Bij Weesp verlaten ze de trein. Er komt een moeder binnen met drie kinderen: een peutermeisje en twee oudere jongens. De laatsten gaan een paar banken verderop zitten en beginnen een hooglopende discussie over iets onbenulligs. Hun schelle stemmen tetteren door de trein. "Jongens, handen thuis!" schreeuwt de moeder preventief, maar nog geen seconde later vallen de eerste stompen en schoppen. "Vuile kankerlij'er, ik héb daar al een blauwe plek zitten, tyfusmongool! Ik ga waarschuwen, hoor! Mam, hij slaat me". De moeder staat op en scheurt de vechtenden uiteen. Er wordt gedreigd met een voortijdige terugkeer naar huis. Op dat moment begint de peuter stilteverscheurend te krijsen. De moeder kijkt alsof zij haar complete gebroed het liefst zonder pardon uit het raam zou gooien.

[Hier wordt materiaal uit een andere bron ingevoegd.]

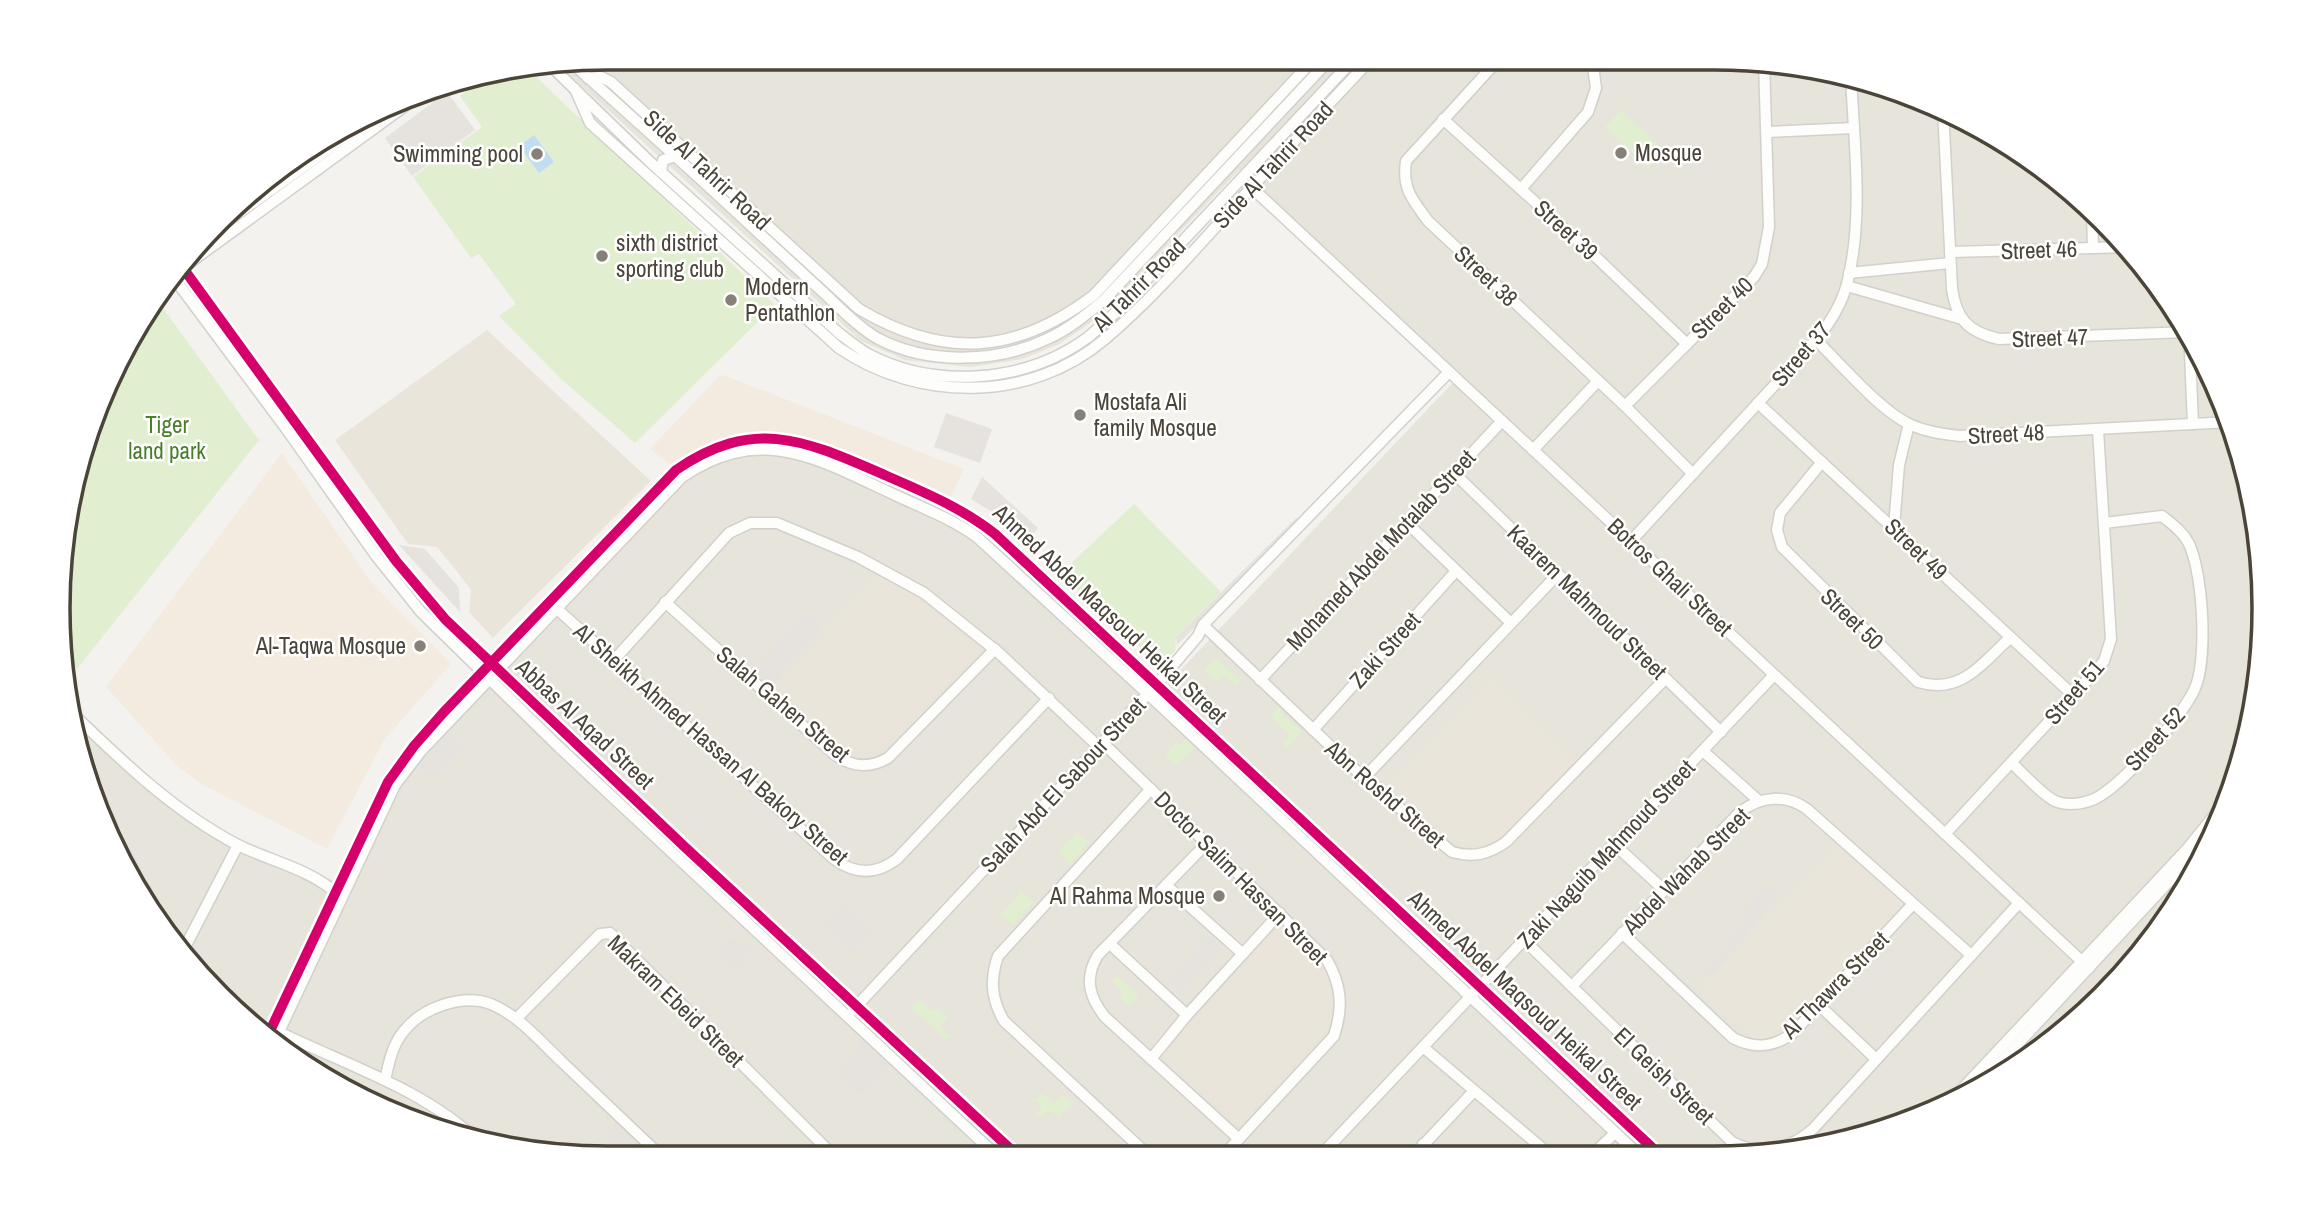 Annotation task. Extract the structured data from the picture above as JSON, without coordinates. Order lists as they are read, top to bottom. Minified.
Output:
{"streets":{"street":["Side Al Tahrir Road","Street 39","Street 46","Street 38","Al Tahrir Road","Street 40","Street 47","Street 37","Street 48","Street 49","Mohamed Abdel Motalab Street","Botros Ghali Street","Kaarem Mahmoud Street","Ahmed Abdel Maqsoud Heikal Street","Street 50","Zaki Street","Street 51","Salah Gahen Street","Abbas Al Aqad Street","Street 52","Al Sheikh Ahmed Hassan Al Bakory Street","Salah Abd El Sabour Street","Abn Roshd Street","Zaki Naguib Mahmoud Street","Abdel Wahab Street","Doctor Salim Hassan Street","Al Thawra Street","Makram Ebeid Street","El Geish Street"]},"crossings":[["Side Al Tahrir Road","Al Tahrir Road"],["Side Al Tahrir Road","Botros Ghali Street"],["Street 39","Street 38"],["Street 39","Street 40"],["Street 46","Street 37"],["Street 38","Street 40"],["Street 38","Street 37"],["Street 47","Street 37"],["Street 37","Street 48"],["Street 37","Street 49"],["Street 37","Botros Ghali Street"],["Street 48","Street 51"],["Street 49","Street 50"],["Street 49","Street 51"],["Mohamed Abdel Motalab Street","Botros Ghali Street"],["Mohamed Abdel Motalab Street","Kaarem Mahmoud Street"],["Mohamed Abdel Motalab Street","Abn Roshd Street"],["Botros Ghali Street","Street 51"],["Botros Ghali Street","Salah Abd El Sabour Street"],["Botros Ghali Street","Zaki Naguib Mahmoud Street"],["Botros Ghali Street","El Geish Street"],["Kaarem Mahmoud Street","Abn Roshd Street"],["Kaarem Mahmoud Street","Zaki Naguib Mahmoud Street"],["Ahmed Abdel Maqsoud Heikal Street","Abbas Al Aqad Street"],["Ahmed Abdel Maqsoud Heikal Street","Al Sheikh Ahmed Hassan Al Bakory Street"],["Ahmed Abdel Maqsoud Heikal Street","Salah Abd El Sabour Street"],["Ahmed Abdel Maqsoud Heikal Street","Zaki Naguib Mahmoud Street"],["Zaki Street","Abn Roshd Street"],["Street 51","Street 52"],["Salah Gahen Street","Doctor Salim Hassan Street"],["Abbas Al Aqad Street","Salah Abd El Sabour Street"],["Al Sheikh Ahmed Hassan Al Bakory Street","Doctor Salim Hassan Street"],["Salah Abd El Sabour Street","Abn Roshd Street"],["Salah Abd El Sabour Street","Doctor Salim Hassan Street"],["Zaki Naguib Mahmoud Street","El Geish Street"],["Abdel Wahab Street","Al Thawra Street"],["Abdel Wahab Street","El Geish Street"]],"parks":["Tiger land park"],"places":["Mosque","Swimming pool","sixth district sporting club","Modern Pentathlon","Mostafa Ali family Mosque","Al-Taqwa Mosque","Al Rahma Mosque"]} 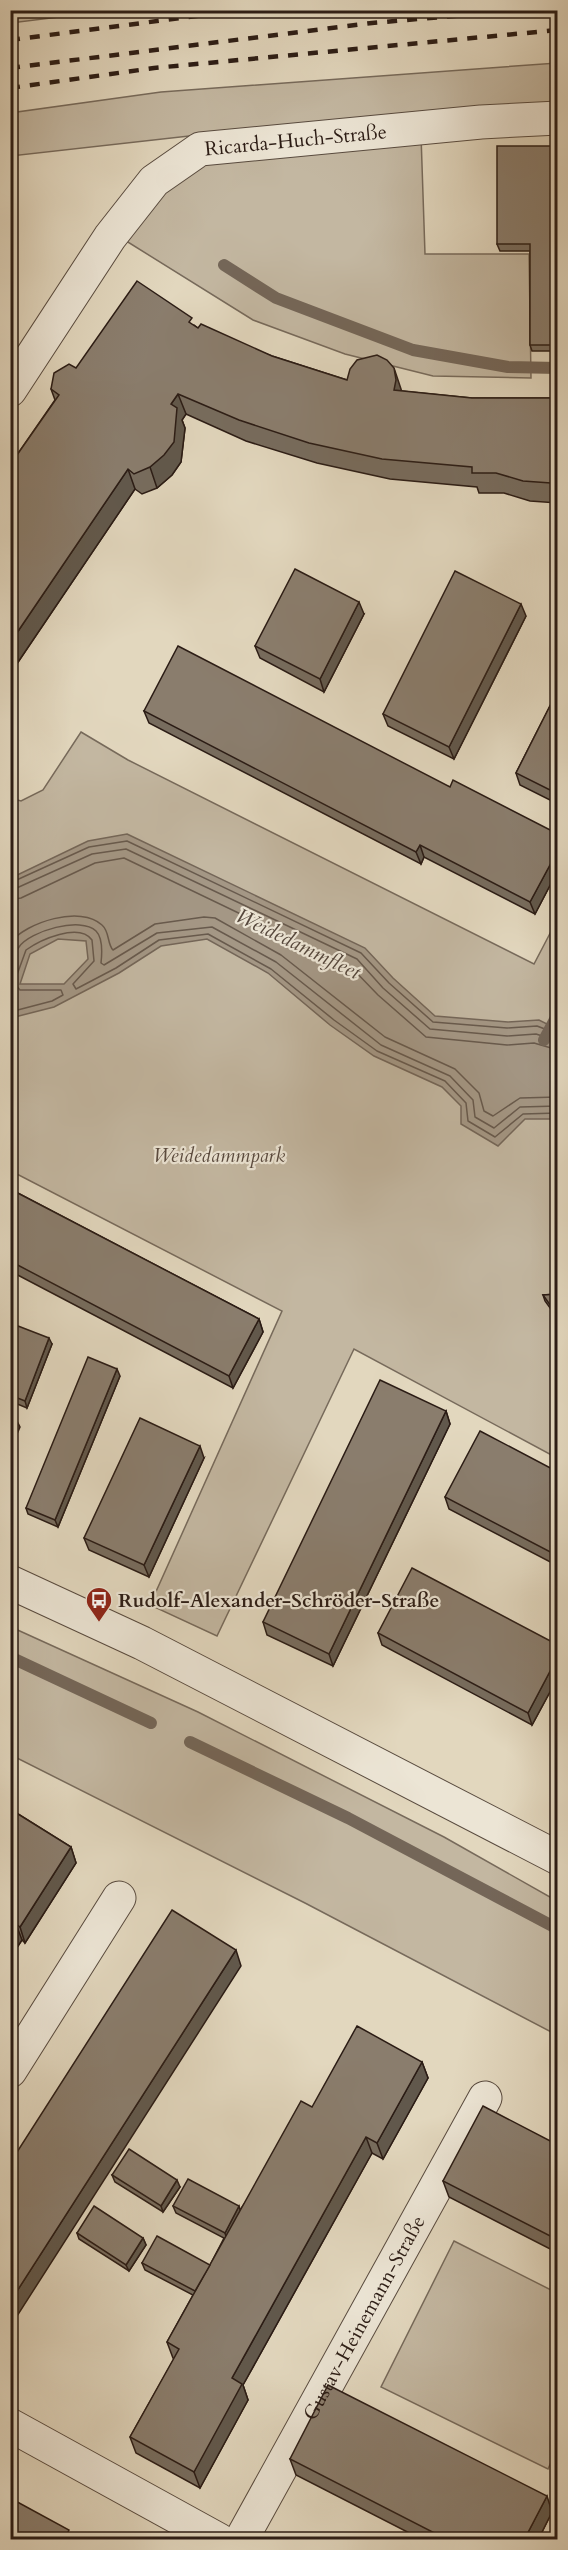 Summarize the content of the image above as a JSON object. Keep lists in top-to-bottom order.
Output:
{
  "streets": {
    "street": ["Ricarda-Huch-Straße", "Gustav-Heinemann-Straße"]
  },
  "water": ["Weidedammfleet"],
  "parks": ["Weidedammpark"],
  "places": {
    "bus stop": ["Rudolf-Alexander-Schröder-Straße"]
  }
} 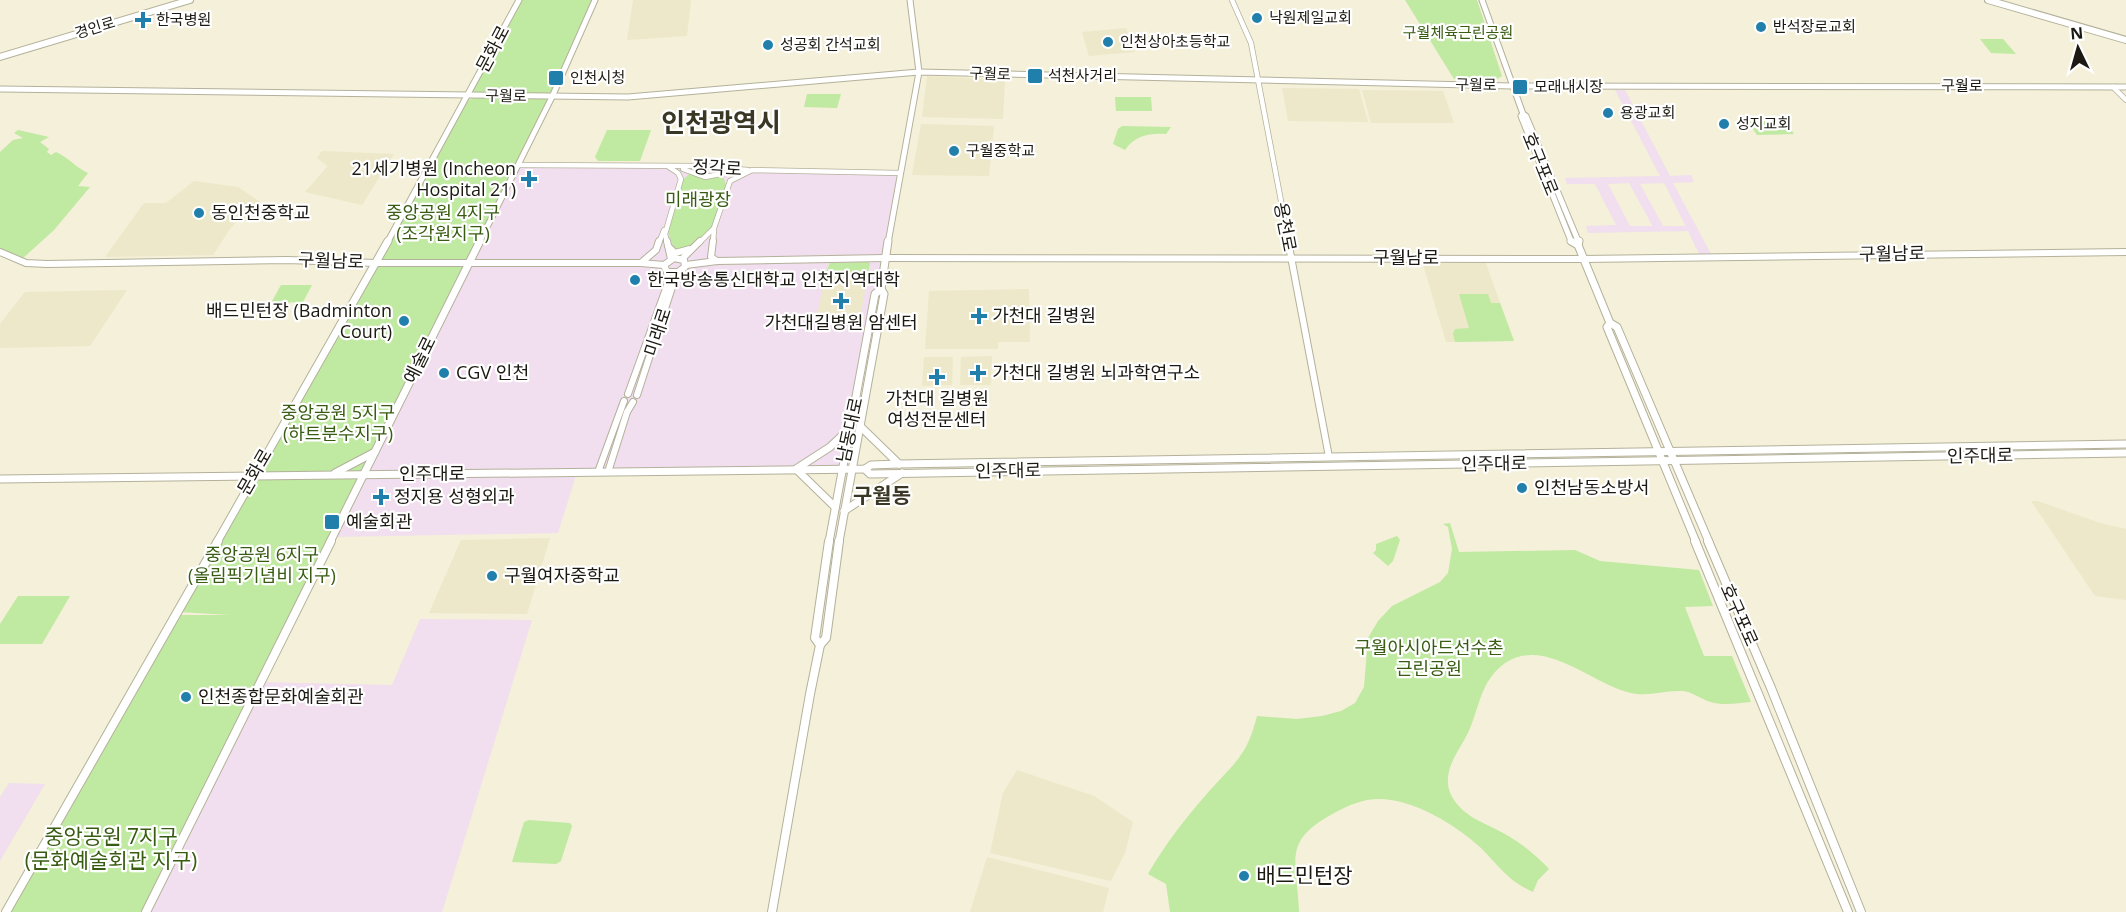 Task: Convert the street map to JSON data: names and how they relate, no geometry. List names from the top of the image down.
{
  "streets": {
    "main road": [
      "경인로",
      "문화로",
      "구월로",
      "호구포로",
      "예술로",
      "남동대로",
      "인주대로"
    ],
    "street": [
      "정각로",
      "용천로",
      "구월남로",
      "미래로"
    ]
  },
  "crossings": [
    ["문화로", "구월로"],
    ["문화로", "구월남로"],
    ["문화로", "인주대로"],
    ["구월로", "호구포로"],
    ["구월로", "용천로"],
    ["구월로", "예술로"],
    ["구월로", "남동대로"],
    ["호구포로", "구월남로"],
    ["호구포로", "인주대로"],
    ["정각로", "예술로"],
    ["용천로", "구월남로"],
    ["용천로", "인주대로"],
    ["구월남로", "예술로"],
    ["구월남로", "남동대로"],
    ["예술로", "인주대로"],
    ["남동대로", "인주대로"]
  ],
  "districts": ["인천광역시", "구월동"],
  "parks": [
    "구월체육근린공원",
    "미래광장",
    "중앙공원 4지구 (조각원지구)",
    "중앙공원 5지구 (하트분수지구)",
    "중앙공원 6지구 (올림픽기념비 지구)",
    "구월아시아드선수촌 근린공원",
    "중앙공원 7지구 (문화예술회관 지구)"
  ],
  "places": {
    "other": [
      "낙원제일교회",
      "반석장로교회",
      "인천상아초등학교",
      "성공회 간석교회",
      "용광교회",
      "성지교회",
      "구월중학교",
      "동인천중학교",
      "한국방송통신대학교 인천지역대학",
      "배드민턴장 (Badminton Court)",
      "CGV 인천",
      "인천남동소방서",
      "구월여자중학교",
      "인천종합문화예술회관",
      "배드민턴장"
    ],
    "health": [
      "한국병원",
      "21세기병원 (Incheon Hospital 21)",
      "가천대길병원 암센터",
      "가천대 길병원",
      "가천대 길병원 뇌과학연구소",
      "가천대 길병원 여성전문센터",
      "정지용 성형외과"
    ],
    "transit": [
      "석천사거리",
      "인천시청",
      "모래내시장",
      "예술회관"
    ]
  },
  "north": "top"
}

We takken met een fly-under af van de Gooilijn en rijden via de Hollandse brug Flevoland binnen. Meteen passeren we het recreatiegebied Muiderzand, waar van de zomer een tijdelijk station was ingericht voor een manifestatie van het tijdschrift Libelle, dat de laatste weken opvallend vaak genoemd wordt in mijn kolommen. Te veel eer.
Zo, en hiernaast moet dus straks die MagNed-baan gaan lopen. Het lijkt me een toonbeeld van geldverkwisting, zo'n magneetbaan, die over een afstand van tientallen kliomters parallel loopt aan een bestaande spoorlijn die 700 miljoen gulden (prijspeil 1987) gekost heeft. Dan zag ik meer in het "rondje Randstad".
Almere telt nu vier stations: Muziekbuurt, Centrum, het pas geopende Parkwijk en Almere Buiten, "eindbestemming van deze trein; denkt u bij het verlaten van deze trein om uw persoonlijke eigendommen" (wat betekent toch die gekte, om op alle eindstations om te roepen dat je je persoonlijke eigendommen mee moet nemen? We zijn toch goddorie geen kleine kinderen? En nee, de eigendommen van anderen moet je in ieder geval niet meenemen, zoveel is zeker).
De trein rijdt nu leeg door naar een rangeerterrein bij een niet-bestaand station, enkele kilometers noordelijker. Een kwartier later keert hij aan de overkant terug als stoptrein naar Enkhuizen.
De stadsdienst van Almere is de enige in Nederland, die over de gehele route gebruik maakt van vrije busbanen. Wij schreven hier al over in 1996 en 1997; een stuk bondiger dan thans onze gewoonte is.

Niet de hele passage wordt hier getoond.